Nunavut MLAs censure cabinet following last week’s ousting of minister

“The motion of censure is very serious and the government should not take this lightly”

By BETH BROWN

Nunavut MLAs vote in a motion to censure cabinet, Oct. 29. The motion passed with 13 in favour, six against and one abstaining. (PHOTO BY BETH BROWN)


Nunavut MLAs vote in a motion to censure cabinet, Oct. 29. The motion passed with 13 in favour, six against and one abstaining. (PHOTO BY BETH BROWN)

Aggu MLA and former premier Paul Quassa says he’ll be looking for consistency from the government going forward after Monday's motion to censure cabinet. Quassa seconded the motion to censure the Nunavut cabinet. (PHOTO BY BETH BROWN)

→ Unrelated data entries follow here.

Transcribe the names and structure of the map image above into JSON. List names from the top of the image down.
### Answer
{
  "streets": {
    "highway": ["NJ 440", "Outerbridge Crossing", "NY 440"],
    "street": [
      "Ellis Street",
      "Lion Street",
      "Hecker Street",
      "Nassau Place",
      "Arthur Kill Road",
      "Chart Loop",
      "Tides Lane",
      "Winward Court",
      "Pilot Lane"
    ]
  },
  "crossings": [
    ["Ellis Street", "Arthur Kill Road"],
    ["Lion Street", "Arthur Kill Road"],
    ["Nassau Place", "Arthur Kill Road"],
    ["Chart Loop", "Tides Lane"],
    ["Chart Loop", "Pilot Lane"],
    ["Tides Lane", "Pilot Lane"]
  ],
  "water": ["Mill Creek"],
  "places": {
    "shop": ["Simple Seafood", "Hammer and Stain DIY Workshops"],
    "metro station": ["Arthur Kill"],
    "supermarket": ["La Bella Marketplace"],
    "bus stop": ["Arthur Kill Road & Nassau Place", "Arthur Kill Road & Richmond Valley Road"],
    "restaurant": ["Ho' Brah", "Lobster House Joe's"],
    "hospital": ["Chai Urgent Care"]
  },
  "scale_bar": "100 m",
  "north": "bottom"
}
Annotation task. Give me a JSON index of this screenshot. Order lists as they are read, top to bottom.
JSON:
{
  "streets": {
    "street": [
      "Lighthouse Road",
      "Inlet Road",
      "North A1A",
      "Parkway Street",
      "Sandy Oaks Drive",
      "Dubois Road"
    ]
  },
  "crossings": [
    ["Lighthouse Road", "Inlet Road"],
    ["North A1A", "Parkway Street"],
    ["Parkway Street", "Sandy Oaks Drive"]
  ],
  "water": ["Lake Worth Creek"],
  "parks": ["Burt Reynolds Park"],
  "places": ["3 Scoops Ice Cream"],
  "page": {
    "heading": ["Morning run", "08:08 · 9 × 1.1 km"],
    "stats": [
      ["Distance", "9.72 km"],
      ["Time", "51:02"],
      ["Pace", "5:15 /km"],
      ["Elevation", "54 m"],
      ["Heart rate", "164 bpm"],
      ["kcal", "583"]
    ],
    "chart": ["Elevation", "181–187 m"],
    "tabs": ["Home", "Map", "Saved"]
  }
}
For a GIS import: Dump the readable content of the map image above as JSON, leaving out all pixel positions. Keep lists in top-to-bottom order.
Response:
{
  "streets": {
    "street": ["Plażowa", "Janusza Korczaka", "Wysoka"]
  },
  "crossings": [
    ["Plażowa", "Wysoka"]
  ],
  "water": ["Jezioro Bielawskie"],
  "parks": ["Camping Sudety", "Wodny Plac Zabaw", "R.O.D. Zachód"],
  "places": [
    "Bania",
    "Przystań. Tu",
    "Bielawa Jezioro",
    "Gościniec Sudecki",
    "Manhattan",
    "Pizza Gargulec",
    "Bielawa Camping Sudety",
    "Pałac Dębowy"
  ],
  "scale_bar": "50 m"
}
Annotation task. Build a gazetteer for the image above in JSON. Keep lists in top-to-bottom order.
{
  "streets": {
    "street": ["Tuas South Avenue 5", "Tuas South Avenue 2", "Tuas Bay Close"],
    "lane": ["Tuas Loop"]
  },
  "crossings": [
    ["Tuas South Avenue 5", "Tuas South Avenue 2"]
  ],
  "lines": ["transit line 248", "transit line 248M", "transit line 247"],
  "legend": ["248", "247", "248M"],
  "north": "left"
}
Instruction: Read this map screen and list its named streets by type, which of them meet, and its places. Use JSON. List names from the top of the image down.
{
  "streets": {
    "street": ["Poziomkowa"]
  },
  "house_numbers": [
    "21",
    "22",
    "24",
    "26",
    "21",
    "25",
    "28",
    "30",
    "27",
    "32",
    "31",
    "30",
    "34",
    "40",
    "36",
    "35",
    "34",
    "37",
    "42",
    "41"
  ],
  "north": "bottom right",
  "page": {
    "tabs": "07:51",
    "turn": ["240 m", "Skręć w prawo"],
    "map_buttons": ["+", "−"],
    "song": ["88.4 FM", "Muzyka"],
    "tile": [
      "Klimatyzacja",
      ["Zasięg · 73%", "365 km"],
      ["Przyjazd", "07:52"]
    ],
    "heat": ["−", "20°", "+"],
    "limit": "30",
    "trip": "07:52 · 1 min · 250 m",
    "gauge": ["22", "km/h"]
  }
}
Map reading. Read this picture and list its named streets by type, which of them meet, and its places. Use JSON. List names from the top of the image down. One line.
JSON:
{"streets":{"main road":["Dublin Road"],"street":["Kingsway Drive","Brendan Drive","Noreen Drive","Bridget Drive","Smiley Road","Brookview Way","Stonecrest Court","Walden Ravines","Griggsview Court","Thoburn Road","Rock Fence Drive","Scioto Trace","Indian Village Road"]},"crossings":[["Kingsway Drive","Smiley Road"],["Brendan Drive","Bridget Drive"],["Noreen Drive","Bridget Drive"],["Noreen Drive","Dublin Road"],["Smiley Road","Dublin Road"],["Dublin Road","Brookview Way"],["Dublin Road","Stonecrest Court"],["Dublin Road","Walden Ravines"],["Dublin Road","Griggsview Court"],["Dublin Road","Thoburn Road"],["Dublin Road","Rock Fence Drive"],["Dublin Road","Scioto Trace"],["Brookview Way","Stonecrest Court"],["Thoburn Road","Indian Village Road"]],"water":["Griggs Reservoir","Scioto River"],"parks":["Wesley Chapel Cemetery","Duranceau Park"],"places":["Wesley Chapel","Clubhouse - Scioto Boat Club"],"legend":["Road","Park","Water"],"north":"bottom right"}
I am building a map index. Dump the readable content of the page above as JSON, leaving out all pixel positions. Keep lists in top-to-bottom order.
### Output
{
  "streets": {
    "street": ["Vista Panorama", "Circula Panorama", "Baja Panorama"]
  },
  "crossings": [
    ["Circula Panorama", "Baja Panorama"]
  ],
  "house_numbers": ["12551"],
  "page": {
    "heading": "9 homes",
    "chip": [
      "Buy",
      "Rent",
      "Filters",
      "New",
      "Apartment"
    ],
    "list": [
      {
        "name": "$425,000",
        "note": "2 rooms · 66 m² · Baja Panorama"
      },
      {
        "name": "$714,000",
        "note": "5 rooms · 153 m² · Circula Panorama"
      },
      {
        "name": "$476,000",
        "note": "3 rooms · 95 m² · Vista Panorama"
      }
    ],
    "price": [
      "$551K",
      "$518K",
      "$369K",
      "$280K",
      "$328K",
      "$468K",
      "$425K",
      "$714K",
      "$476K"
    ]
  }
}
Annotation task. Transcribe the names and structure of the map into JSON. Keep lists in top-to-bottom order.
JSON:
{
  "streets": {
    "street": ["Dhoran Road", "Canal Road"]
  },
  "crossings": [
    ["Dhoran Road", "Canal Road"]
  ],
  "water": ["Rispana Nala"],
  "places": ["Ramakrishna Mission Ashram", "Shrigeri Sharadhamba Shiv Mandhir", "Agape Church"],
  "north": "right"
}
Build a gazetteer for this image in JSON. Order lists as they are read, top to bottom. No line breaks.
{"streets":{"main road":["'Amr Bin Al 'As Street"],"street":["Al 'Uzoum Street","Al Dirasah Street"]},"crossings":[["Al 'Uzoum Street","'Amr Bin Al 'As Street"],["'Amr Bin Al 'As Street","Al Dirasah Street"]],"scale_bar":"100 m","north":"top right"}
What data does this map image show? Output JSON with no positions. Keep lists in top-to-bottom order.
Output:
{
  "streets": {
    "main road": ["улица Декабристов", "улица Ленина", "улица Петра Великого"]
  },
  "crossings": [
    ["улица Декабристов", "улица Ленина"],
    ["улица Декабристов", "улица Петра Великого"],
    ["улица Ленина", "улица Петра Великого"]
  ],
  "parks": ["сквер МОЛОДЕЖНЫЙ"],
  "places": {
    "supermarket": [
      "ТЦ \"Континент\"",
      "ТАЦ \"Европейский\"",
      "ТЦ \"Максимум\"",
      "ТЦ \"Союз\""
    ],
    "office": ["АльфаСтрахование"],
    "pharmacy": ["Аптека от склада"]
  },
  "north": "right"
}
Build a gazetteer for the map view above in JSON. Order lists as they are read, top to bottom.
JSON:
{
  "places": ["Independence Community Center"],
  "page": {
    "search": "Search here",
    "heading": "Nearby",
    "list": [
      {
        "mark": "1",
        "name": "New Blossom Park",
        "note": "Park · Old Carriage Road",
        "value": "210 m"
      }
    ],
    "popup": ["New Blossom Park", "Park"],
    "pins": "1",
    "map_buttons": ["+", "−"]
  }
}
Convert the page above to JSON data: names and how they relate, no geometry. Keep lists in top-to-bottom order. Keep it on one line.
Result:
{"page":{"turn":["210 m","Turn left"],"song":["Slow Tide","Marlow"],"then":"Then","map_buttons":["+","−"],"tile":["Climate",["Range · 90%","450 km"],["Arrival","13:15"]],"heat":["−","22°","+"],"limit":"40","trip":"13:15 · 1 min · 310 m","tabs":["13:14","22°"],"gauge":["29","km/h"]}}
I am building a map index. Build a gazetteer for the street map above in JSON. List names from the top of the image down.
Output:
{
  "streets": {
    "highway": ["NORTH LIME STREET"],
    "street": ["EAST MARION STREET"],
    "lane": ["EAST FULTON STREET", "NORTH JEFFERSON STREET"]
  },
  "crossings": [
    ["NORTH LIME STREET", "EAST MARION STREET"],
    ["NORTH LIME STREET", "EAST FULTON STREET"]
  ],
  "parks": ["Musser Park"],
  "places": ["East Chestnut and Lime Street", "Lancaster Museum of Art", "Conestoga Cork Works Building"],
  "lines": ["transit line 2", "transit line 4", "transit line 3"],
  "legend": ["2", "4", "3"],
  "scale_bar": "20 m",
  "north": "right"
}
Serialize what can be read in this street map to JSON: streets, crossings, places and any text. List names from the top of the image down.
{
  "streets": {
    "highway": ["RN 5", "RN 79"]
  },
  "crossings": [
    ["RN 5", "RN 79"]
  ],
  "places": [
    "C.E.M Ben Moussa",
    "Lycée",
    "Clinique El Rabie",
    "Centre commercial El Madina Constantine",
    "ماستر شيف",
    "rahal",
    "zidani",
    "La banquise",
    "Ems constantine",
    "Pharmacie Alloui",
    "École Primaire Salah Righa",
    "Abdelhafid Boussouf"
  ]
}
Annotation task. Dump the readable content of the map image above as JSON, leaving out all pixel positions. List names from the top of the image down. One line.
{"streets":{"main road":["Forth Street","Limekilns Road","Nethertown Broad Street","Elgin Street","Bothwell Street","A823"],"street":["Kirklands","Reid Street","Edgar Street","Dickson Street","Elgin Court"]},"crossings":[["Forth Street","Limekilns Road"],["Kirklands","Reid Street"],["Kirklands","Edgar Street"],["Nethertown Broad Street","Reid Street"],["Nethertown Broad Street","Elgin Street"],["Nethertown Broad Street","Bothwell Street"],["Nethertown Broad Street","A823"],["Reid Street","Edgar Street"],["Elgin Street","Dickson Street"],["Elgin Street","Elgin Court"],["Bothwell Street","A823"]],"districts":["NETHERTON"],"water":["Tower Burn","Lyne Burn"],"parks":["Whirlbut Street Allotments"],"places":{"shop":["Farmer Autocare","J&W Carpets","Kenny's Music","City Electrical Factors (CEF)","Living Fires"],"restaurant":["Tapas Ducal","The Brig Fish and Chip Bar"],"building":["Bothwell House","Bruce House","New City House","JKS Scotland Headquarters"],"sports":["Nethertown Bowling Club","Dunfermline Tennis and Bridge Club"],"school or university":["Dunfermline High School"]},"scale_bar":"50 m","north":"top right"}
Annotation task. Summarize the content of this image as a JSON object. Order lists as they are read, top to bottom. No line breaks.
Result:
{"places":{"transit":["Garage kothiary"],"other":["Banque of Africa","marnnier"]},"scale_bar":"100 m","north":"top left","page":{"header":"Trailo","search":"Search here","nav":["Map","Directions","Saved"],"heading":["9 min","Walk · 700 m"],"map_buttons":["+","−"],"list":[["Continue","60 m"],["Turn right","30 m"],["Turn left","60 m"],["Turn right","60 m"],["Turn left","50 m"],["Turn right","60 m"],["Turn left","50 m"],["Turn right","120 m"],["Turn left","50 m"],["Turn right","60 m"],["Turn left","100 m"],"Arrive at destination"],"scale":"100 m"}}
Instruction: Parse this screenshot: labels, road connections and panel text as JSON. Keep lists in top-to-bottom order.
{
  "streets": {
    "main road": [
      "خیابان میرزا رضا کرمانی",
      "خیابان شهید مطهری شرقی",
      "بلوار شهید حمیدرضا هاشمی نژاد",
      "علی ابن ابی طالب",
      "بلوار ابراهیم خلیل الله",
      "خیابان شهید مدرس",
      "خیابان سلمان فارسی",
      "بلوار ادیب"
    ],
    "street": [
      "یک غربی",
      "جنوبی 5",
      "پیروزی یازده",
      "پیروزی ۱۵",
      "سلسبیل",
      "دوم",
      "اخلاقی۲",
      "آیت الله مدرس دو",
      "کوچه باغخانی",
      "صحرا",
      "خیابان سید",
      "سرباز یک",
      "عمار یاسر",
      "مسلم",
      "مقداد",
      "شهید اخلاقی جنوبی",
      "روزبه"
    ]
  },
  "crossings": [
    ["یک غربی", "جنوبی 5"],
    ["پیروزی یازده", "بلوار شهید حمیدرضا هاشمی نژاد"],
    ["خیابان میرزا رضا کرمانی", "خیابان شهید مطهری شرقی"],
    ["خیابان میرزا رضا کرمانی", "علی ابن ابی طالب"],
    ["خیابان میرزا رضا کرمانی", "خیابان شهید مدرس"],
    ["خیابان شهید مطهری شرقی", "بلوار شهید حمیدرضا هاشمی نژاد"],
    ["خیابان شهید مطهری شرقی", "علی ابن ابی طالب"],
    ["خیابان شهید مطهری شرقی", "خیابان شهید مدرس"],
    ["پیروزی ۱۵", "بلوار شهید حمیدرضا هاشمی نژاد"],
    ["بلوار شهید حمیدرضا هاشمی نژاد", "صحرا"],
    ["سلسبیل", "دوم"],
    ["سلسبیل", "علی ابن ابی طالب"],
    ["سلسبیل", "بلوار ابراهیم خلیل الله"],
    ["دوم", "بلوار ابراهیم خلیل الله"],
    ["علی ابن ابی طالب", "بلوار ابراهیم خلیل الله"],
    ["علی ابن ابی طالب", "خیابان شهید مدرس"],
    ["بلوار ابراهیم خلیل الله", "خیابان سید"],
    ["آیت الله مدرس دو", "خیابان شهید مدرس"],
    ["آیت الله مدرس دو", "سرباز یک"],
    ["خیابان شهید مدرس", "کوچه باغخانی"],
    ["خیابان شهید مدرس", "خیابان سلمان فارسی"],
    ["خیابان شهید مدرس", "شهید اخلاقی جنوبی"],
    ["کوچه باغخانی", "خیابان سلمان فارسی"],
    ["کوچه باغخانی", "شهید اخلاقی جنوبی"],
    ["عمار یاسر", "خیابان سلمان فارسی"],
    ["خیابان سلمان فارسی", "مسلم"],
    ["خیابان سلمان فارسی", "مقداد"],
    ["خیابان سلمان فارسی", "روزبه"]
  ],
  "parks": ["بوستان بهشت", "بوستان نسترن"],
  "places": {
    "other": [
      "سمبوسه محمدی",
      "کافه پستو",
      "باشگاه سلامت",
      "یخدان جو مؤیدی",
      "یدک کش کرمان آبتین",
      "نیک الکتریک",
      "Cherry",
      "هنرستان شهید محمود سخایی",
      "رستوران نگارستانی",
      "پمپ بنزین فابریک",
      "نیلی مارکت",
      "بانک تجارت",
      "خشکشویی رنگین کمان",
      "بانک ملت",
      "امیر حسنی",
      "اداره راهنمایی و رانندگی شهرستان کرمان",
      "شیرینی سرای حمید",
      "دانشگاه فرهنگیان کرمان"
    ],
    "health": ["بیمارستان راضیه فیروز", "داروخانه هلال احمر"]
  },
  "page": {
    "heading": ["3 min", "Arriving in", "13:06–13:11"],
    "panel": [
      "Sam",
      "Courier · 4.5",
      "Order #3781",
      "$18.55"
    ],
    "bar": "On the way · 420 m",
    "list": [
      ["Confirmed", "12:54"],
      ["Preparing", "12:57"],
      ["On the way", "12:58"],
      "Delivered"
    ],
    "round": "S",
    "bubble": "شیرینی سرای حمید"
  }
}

Aggu MLA and former premier Paul Quassa says he’ll be looking for consistency from the government going forward after Monday’s motion to censure cabinet. Quassa seconded the motion to censure the Nunavut cabinet. (PHOTO BY BETH BROWN)

Following Iqaluit-Niaqunnguu MLA Pat Angnakak’s ousting from cabinet last week, Nunavut MLAs passed a motion this afternoon to censure the Nunavut cabinet—a move that’s one step short of a vote of non-confidence.

Thirteen of 21 MLAs in the house that day voted for the motion of censure, with six voting against it.

Pangnirtung MLA Margaret Nakashuk abstained while all other regular MLAs voted in favour. All cabinet ministers, except for Rankin Inlet South MLA Lorne Kusugak, voted against it. One member, Baker Lake MLA Simeon Mikungwak, was absent for family reasons and Speaker Joe Enook is not allowed to vote except to break a tie.

The motion stemmed from last week’s cabinet decision to remove all of Angnakak’s portfolios, Oct. 24, following a breach of cabinet confidentiality she committed on Oct. 23.

She resigned Oct. 25, two days later.

The move left members of the legislature with questions about the way the Nunavut cabinet dealt with Angnakak’s breach in comparison to how they dealt with a different breach by Education Minister David Joanasie.

That occurred earlier this year, when one of Joanasie’s staff members mistakenly emailed a confidential cabinet document on the Education Act to various stakeholders.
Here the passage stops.